- GOAL OF THE EXERCISE: Retype all of the data without changing a single word.

[Collected data entries]
━━━━

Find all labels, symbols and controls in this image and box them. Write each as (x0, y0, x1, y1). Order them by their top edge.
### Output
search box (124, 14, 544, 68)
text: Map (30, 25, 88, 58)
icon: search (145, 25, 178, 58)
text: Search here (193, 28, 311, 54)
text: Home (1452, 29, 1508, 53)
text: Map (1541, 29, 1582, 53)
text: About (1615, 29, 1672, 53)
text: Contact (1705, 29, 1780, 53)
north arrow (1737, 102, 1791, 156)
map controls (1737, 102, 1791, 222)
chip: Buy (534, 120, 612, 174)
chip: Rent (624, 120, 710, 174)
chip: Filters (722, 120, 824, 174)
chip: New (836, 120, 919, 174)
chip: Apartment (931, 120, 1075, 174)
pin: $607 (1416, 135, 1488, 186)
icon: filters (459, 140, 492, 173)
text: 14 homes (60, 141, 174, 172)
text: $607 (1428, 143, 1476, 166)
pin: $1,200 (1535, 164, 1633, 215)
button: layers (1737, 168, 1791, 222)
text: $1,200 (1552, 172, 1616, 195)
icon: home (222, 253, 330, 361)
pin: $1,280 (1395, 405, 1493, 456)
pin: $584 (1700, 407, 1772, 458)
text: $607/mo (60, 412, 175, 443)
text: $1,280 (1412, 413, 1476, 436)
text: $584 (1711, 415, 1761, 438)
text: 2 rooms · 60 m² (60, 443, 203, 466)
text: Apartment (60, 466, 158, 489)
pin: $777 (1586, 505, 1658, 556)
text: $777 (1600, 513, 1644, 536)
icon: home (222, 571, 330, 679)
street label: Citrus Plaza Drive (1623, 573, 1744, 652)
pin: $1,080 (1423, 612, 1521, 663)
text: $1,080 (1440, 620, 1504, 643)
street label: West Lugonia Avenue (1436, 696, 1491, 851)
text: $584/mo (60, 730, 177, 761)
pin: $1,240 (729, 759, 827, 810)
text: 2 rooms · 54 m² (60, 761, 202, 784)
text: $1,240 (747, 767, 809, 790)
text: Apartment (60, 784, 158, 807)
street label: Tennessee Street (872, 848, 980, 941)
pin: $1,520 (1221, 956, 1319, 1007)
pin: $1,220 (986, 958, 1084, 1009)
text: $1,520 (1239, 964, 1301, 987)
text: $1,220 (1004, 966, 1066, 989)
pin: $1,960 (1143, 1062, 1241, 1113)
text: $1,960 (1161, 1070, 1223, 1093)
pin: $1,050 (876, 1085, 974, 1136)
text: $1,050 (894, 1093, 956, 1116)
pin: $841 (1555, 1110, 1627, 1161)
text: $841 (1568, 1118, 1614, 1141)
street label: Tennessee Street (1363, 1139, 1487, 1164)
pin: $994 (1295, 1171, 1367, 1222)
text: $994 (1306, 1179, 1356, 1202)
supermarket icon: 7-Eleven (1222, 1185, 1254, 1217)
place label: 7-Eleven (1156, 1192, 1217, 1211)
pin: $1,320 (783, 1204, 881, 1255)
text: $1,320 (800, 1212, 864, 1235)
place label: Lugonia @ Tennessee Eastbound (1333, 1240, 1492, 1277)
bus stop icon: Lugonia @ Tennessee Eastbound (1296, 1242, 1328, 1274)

━━━━

- TASK SOLUTION:
Find all labels, symbols and controls in this image and box them. Write each as (x0, y0, x1, y1). Order them by their top edge.
### Output
search box (124, 14, 544, 68)
text: Map (30, 25, 88, 58)
icon: search (145, 25, 178, 58)
text: Search here (193, 28, 311, 54)
text: Home (1452, 29, 1508, 53)
text: Map (1541, 29, 1582, 53)
text: About (1615, 29, 1672, 53)
text: Contact (1705, 29, 1780, 53)
north arrow (1737, 102, 1791, 156)
map controls (1737, 102, 1791, 222)
chip: Buy (534, 120, 612, 174)
chip: Rent (624, 120, 710, 174)
chip: Filters (722, 120, 824, 174)
chip: New (836, 120, 919, 174)
chip: Apartment (931, 120, 1075, 174)
pin: $607 (1416, 135, 1488, 186)
icon: filters (459, 140, 492, 173)
text: 14 homes (60, 141, 174, 172)
text: $607 (1428, 143, 1476, 166)
pin: $1,200 (1535, 164, 1633, 215)
button: layers (1737, 168, 1791, 222)
text: $1,200 (1552, 172, 1616, 195)
icon: home (222, 253, 330, 361)
pin: $1,280 (1395, 405, 1493, 456)
pin: $584 (1700, 407, 1772, 458)
text: $607/mo (60, 412, 175, 443)
text: $1,280 (1412, 413, 1476, 436)
text: $584 (1711, 415, 1761, 438)
text: 2 rooms · 60 m² (60, 443, 203, 466)
text: Apartment (60, 466, 158, 489)
pin: $777 (1586, 505, 1658, 556)
text: $777 (1600, 513, 1644, 536)
icon: home (222, 571, 330, 679)
street label: Citrus Plaza Drive (1623, 573, 1744, 652)
pin: $1,080 (1423, 612, 1521, 663)
text: $1,080 (1440, 620, 1504, 643)
street label: West Lugonia Avenue (1436, 696, 1491, 851)
text: $584/mo (60, 730, 177, 761)
pin: $1,240 (729, 759, 827, 810)
text: 2 rooms · 54 m² (60, 761, 202, 784)
text: $1,240 (747, 767, 809, 790)
text: Apartment (60, 784, 158, 807)
street label: Tennessee Street (872, 848, 980, 941)
pin: $1,520 (1221, 956, 1319, 1007)
pin: $1,220 (986, 958, 1084, 1009)
text: $1,520 (1239, 964, 1301, 987)
text: $1,220 (1004, 966, 1066, 989)
pin: $1,960 (1143, 1062, 1241, 1113)
text: $1,960 (1161, 1070, 1223, 1093)
pin: $1,050 (876, 1085, 974, 1136)
text: $1,050 (894, 1093, 956, 1116)
pin: $841 (1555, 1110, 1627, 1161)
text: $841 (1568, 1118, 1614, 1141)
street label: Tennessee Street (1363, 1139, 1487, 1164)
pin: $994 (1295, 1171, 1367, 1222)
text: $994 (1306, 1179, 1356, 1202)
supermarket icon: 7-Eleven (1222, 1185, 1254, 1217)
place label: 7-Eleven (1156, 1192, 1217, 1211)
pin: $1,320 (783, 1204, 881, 1255)
text: $1,320 (800, 1212, 864, 1235)
place label: Lugonia @ Tennessee Eastbound (1333, 1240, 1492, 1277)
bus stop icon: Lugonia @ Tennessee Eastbound (1296, 1242, 1328, 1274)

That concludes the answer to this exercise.